Please use the correct formatting for your post: [thread=8816]Sticky: Posting and Editing in the FreeBSD Forums[/thread].

How up to date is your ports tree?


----------



## vds (Aug 19, 2010)

SirDice said:
			
		

> Please use the correct formatting for your post: [thread=8816]Sticky: Posting and Editing in the FreeBSD Forums[/thread].


Sorry, but now I can't edit message. "Posting Rules" menu on this page says me "You may not edit your posts".


			
				SirDice said:
			
		

> How up to date is your ports tree?


About day or two ago.


----------



## SirDice (Aug 19, 2010)

vds said:
			
		

> Sorry, but now I can't edit message. "Posting Rules" menu on this page says me "You may not edit your posts".
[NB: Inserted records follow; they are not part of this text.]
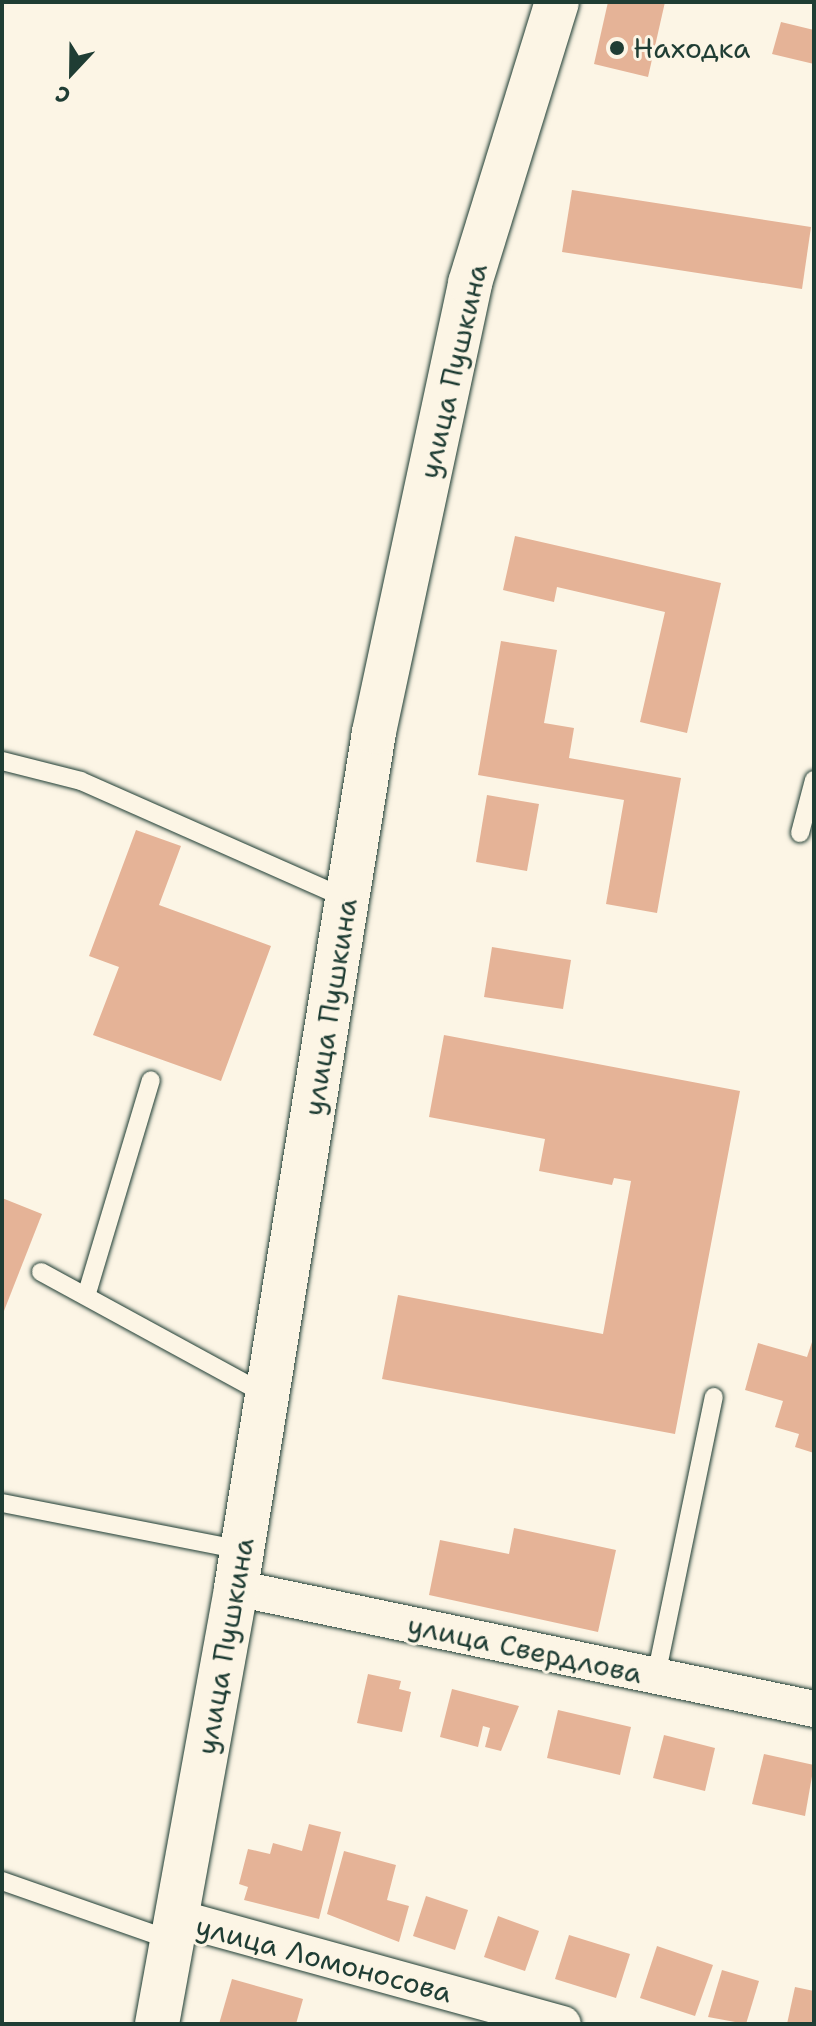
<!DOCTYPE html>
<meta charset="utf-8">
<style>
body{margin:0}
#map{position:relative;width:816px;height:2026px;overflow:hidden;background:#fcf5e5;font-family:"Shantell Sans",sans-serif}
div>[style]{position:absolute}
.building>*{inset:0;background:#e5b397}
.roads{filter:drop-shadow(0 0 2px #1f3d34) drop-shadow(0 0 2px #1f3d34)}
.lane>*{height:18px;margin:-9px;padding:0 9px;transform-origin:9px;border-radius:9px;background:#fcf5e5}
.street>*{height:36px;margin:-18px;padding:0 18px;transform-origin:18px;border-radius:18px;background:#fcf5e5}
.secondary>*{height:44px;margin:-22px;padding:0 22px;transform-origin:22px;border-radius:22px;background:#fcf5e5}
.dots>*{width:22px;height:22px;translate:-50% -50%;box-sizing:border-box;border:4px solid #fcf5e5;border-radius:50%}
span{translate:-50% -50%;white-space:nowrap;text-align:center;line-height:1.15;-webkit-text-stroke:6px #fcf5e5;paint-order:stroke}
.poi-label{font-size:28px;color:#1f3d34}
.left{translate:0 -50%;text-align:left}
.street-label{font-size:28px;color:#1f3d34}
.frame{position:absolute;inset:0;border:4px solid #1f3d34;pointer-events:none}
.north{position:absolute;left:32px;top:32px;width:80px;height:80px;-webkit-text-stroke:6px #fcf5e5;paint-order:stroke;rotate:202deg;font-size:22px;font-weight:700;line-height:32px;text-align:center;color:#1f3d34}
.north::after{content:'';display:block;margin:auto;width:28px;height:36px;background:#1f3d34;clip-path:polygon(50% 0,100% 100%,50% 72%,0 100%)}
</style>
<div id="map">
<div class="building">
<i style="clip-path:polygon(608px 2px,665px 2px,648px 77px,594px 64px)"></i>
<i style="clip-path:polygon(781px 22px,814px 30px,814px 64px,772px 54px)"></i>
<i style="clip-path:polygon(572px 190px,811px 227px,802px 289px,562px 252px)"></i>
<i style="clip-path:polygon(515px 536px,721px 583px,687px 733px,640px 722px,665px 612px,557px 587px,554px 602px,503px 590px)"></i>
<i style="clip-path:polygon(501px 641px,557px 650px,544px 723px,574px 728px,569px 758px,681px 778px,657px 913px,606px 904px,624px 800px,478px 775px)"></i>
<i style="clip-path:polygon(487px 795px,539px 804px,527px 871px,476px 862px)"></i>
<i style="clip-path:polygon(136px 830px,181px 846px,159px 905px,271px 946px,221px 1081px,93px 1035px,119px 967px,89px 956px)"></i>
<i style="clip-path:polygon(492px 947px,571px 960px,563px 1009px,484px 997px)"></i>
<i style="clip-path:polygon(444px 1035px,740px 1091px,675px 1434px,382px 1379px,398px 1295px,603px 1334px,631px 1181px,614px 1178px,612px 1185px,539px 1171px,545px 1139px,429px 1117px)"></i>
<i style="clip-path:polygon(2px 1198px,42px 1214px,2px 1316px)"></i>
<i style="clip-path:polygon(814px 1336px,814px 1453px,795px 1447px,799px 1434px,775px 1427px,783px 1401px,745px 1390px,758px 1343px,807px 1357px)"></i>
<i style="clip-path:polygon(514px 1528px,616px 1550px,598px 1632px,429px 1595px,440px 1540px,509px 1554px)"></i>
<i style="clip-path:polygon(368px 1674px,401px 1681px,399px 1689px,411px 1692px,402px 1732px,357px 1723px)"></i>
<i style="clip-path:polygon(452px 1689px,519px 1706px,501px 1751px,485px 1747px,490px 1728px,483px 1726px,478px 1747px,440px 1737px)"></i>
<i style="clip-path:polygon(558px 1710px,631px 1727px,620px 1775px,547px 1758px)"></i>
<i style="clip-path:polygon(664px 1735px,715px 1748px,705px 1791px,653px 1778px)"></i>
<i style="clip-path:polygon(764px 1754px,814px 1765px,805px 1816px,752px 1804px)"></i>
<i style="clip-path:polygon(309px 1824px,341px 1832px,319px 1919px,244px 1900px,248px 1887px,239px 1884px,248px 1849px,270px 1854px,273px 1843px,302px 1851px)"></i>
<i style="clip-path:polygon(344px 1851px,396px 1865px,387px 1900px,409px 1906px,399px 1942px,327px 1914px)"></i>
<i style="clip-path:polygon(426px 1896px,468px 1910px,455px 1950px,413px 1936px)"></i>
<i style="clip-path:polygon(498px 1916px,539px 1931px,525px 1971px,484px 1957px)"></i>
<i style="clip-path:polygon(569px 1935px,630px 1954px,616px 1998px,555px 1979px)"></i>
<i style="clip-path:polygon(657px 1946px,713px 1965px,695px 2016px,640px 1998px)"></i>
<i style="clip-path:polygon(722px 1970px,759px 1981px,746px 2024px,708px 2017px)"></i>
<i style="clip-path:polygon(232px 1979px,303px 1999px,296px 2024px,219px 2024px)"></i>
<i style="clip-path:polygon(795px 1987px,814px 1991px,814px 2024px,787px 2024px)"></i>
</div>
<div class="roads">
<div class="lane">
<i style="left:2px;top:761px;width:81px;rotate:14.2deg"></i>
<i style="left:81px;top:781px;width:291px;rotate:23.9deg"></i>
<i style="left:800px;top:833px;width:55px;rotate:-75.2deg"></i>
<i style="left:41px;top:1272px;width:257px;rotate:28.6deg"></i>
<i style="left:87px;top:1293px;width:222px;rotate:-73.3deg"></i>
<i style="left:2px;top:1503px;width:245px;rotate:11.1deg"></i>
<i style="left:656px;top:1676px;width:285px;rotate:-78.3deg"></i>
<i style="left:2px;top:1881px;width:181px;rotate:19.3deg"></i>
</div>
<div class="street">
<i style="left:236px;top:1588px;width:591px;rotate:11.82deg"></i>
<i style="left:178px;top:1918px;width:399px;rotate:15.4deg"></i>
</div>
<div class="secondary">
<i style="left:157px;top:2024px;width:443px;rotate:-79.7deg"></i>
<i style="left:236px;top:1588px;width:867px;rotate:-80.84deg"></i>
<i style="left:374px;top:732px;width:459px;rotate:-77.9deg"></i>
<i style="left:470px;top:283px;width:294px;rotate:-72.8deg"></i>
</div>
</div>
<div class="dots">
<i style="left:617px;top:48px;background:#1f3d34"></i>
</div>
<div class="poi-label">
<span class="left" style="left:633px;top:48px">Находка</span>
</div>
<div class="street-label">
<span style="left:453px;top:371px;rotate:-77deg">улица Пушкина</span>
<span style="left:330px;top:1007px;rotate:-81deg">улица Пушкина</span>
<span style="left:225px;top:1646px;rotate:-80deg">улица Пушкина</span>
<span style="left:525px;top:1649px;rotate:12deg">улица Свердлова</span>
<span style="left:324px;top:1959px;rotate:15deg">улица Ломоносова</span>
</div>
<div class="frame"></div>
<div class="north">С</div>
</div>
See the first two lines in that sticky.

Any particular reason to pick the -devel version? Does the 'regular' eclipse build properly?


----------



## vds (Aug 19, 2010)

SirDice said:
			
		

> Any particular reason to pick the -devel version? Does the 'regular' eclipse build properly?


I had troubles with some plugins in 'regular' version. It was about 4 months ago. So I decided to install 'devel' version alternatively.


			
				SirDice said:
			
		

> Does the 'regular' eclipse build properly?
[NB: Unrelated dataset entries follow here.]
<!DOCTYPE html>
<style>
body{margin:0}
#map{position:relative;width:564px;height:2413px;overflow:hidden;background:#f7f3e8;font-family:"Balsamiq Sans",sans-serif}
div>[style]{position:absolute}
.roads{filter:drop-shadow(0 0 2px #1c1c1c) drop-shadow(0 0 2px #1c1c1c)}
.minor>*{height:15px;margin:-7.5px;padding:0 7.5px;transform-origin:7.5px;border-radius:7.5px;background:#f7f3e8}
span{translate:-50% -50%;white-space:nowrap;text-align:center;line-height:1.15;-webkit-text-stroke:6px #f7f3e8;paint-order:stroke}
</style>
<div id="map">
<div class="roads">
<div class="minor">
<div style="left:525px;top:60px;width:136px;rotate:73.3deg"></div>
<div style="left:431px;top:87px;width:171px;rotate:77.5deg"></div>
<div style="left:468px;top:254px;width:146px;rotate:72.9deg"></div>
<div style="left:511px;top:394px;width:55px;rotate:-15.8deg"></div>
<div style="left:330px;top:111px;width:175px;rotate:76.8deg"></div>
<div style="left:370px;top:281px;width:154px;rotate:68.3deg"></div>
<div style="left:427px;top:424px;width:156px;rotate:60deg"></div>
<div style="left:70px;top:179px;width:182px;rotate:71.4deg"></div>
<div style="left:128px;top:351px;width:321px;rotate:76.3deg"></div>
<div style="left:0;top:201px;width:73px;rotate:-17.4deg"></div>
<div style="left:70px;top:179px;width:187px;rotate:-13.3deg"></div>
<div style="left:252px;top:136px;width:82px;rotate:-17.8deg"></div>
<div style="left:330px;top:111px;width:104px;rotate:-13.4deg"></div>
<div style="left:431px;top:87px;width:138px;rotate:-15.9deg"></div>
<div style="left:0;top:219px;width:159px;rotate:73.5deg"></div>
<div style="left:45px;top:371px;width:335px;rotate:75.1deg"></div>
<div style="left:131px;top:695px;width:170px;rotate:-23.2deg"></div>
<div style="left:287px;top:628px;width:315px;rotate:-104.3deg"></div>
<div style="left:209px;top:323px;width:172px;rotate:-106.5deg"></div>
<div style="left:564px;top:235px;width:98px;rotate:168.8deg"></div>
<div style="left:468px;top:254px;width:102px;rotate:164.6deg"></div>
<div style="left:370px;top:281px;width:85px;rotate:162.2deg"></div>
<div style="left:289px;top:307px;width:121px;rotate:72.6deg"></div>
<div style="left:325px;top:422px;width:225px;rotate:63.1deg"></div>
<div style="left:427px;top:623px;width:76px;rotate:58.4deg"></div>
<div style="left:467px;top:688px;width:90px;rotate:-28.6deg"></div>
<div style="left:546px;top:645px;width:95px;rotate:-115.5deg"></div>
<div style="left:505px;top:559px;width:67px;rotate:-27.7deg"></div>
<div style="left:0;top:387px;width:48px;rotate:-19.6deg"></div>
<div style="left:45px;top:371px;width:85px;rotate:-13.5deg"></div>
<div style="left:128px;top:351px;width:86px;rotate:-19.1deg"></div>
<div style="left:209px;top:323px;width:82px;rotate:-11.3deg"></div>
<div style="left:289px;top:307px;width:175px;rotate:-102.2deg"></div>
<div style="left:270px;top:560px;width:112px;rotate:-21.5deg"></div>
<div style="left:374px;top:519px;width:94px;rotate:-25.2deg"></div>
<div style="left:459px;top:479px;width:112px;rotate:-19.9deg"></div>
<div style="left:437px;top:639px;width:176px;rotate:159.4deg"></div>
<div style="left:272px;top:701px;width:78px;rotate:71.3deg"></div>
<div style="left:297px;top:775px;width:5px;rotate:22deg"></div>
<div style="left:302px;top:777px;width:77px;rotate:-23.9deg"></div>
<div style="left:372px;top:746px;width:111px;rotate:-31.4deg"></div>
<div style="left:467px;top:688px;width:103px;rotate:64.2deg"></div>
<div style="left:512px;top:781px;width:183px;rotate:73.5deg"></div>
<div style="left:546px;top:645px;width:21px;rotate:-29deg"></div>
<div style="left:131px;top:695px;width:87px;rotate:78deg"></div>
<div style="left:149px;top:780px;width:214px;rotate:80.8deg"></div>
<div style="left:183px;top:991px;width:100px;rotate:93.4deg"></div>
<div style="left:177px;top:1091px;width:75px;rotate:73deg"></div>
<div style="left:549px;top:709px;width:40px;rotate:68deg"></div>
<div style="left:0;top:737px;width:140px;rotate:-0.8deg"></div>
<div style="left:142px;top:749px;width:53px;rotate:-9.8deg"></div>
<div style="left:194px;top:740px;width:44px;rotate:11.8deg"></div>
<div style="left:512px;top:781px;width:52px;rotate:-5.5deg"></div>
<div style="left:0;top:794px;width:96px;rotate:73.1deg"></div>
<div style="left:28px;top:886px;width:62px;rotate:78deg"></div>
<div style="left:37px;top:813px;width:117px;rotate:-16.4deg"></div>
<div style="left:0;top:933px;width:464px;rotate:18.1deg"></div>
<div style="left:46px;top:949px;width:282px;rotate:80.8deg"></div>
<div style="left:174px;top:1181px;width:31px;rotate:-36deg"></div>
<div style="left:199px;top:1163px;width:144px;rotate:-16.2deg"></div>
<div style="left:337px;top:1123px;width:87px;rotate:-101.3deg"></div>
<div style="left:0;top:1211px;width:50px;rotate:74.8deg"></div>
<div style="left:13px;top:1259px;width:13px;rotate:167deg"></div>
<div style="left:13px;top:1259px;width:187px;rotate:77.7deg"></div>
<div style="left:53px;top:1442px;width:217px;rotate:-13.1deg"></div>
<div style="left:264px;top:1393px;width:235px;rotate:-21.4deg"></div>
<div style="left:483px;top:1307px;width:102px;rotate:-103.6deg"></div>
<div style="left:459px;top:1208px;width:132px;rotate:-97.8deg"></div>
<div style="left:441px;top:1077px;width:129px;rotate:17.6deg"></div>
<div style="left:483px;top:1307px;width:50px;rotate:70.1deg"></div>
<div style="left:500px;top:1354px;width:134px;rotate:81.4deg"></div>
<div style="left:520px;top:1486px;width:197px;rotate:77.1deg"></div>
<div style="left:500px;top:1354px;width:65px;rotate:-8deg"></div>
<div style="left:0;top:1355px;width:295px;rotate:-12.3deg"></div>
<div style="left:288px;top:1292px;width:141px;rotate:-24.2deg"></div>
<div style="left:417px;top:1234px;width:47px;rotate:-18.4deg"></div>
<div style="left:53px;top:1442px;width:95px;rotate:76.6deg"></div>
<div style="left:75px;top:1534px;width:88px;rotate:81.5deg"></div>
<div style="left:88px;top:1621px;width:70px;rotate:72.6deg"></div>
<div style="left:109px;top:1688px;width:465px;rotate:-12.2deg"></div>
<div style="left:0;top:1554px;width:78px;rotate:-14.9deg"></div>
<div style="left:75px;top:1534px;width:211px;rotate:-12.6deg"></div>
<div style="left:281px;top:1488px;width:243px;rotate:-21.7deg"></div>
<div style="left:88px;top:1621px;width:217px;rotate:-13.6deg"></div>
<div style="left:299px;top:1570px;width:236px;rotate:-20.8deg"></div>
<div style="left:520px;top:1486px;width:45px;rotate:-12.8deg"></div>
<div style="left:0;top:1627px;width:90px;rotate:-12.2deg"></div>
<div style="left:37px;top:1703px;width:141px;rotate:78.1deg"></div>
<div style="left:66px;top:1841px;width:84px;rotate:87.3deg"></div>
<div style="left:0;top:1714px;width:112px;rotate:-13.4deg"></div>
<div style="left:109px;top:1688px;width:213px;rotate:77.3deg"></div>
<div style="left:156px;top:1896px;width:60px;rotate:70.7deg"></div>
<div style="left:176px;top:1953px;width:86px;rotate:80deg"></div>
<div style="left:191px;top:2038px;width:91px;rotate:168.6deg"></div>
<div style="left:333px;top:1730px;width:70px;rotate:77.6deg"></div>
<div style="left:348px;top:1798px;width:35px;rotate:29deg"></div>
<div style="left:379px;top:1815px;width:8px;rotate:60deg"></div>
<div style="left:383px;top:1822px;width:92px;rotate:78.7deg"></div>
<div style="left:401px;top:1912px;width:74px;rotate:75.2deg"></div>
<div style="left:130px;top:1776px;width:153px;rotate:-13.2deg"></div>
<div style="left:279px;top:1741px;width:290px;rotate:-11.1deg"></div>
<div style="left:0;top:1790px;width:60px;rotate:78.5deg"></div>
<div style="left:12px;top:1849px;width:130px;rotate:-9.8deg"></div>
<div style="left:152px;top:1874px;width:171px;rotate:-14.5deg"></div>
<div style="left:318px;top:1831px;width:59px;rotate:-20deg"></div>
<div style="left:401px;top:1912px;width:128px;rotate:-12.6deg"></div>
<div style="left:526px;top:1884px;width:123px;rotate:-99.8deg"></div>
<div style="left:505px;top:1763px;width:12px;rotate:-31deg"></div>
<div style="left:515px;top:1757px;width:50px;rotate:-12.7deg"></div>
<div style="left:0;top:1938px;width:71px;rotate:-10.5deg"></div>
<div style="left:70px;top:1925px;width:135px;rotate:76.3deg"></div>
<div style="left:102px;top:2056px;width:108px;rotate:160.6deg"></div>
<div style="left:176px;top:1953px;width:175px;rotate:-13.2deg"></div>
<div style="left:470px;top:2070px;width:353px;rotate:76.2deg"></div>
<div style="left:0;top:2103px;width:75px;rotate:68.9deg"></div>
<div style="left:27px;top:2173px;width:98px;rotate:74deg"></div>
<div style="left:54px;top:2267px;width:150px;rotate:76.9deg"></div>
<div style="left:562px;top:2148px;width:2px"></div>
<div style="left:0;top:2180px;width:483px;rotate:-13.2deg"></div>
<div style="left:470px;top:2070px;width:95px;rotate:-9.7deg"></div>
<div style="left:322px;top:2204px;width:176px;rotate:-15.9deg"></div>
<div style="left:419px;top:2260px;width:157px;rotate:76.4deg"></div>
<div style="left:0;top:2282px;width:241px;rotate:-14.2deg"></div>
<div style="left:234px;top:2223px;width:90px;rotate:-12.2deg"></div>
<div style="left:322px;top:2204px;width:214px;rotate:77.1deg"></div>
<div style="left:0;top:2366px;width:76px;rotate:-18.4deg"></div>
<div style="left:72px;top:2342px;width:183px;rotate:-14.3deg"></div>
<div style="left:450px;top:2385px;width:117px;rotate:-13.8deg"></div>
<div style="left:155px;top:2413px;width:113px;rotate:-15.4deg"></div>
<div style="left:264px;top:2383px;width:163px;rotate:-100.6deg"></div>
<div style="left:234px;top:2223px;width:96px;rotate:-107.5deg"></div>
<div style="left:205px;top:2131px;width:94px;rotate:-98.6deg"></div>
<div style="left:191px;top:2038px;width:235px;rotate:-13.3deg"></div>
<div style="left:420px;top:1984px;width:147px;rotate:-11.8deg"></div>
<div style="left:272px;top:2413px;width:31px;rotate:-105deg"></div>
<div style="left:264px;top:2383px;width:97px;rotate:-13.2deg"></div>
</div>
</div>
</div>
Yes, I can build 'regular' eclipse from ports (ports were updated about hour ago). And eclipse passed my simple smoke test (run simple java and perl HelloWorld). So I think I will use regular eclipse.
BTW, 'regular' eclipse build shows same error as eclipse-devel in my 1st post when I try to build it with option "Build SDK test suite".
Thanks, SirDice.


----------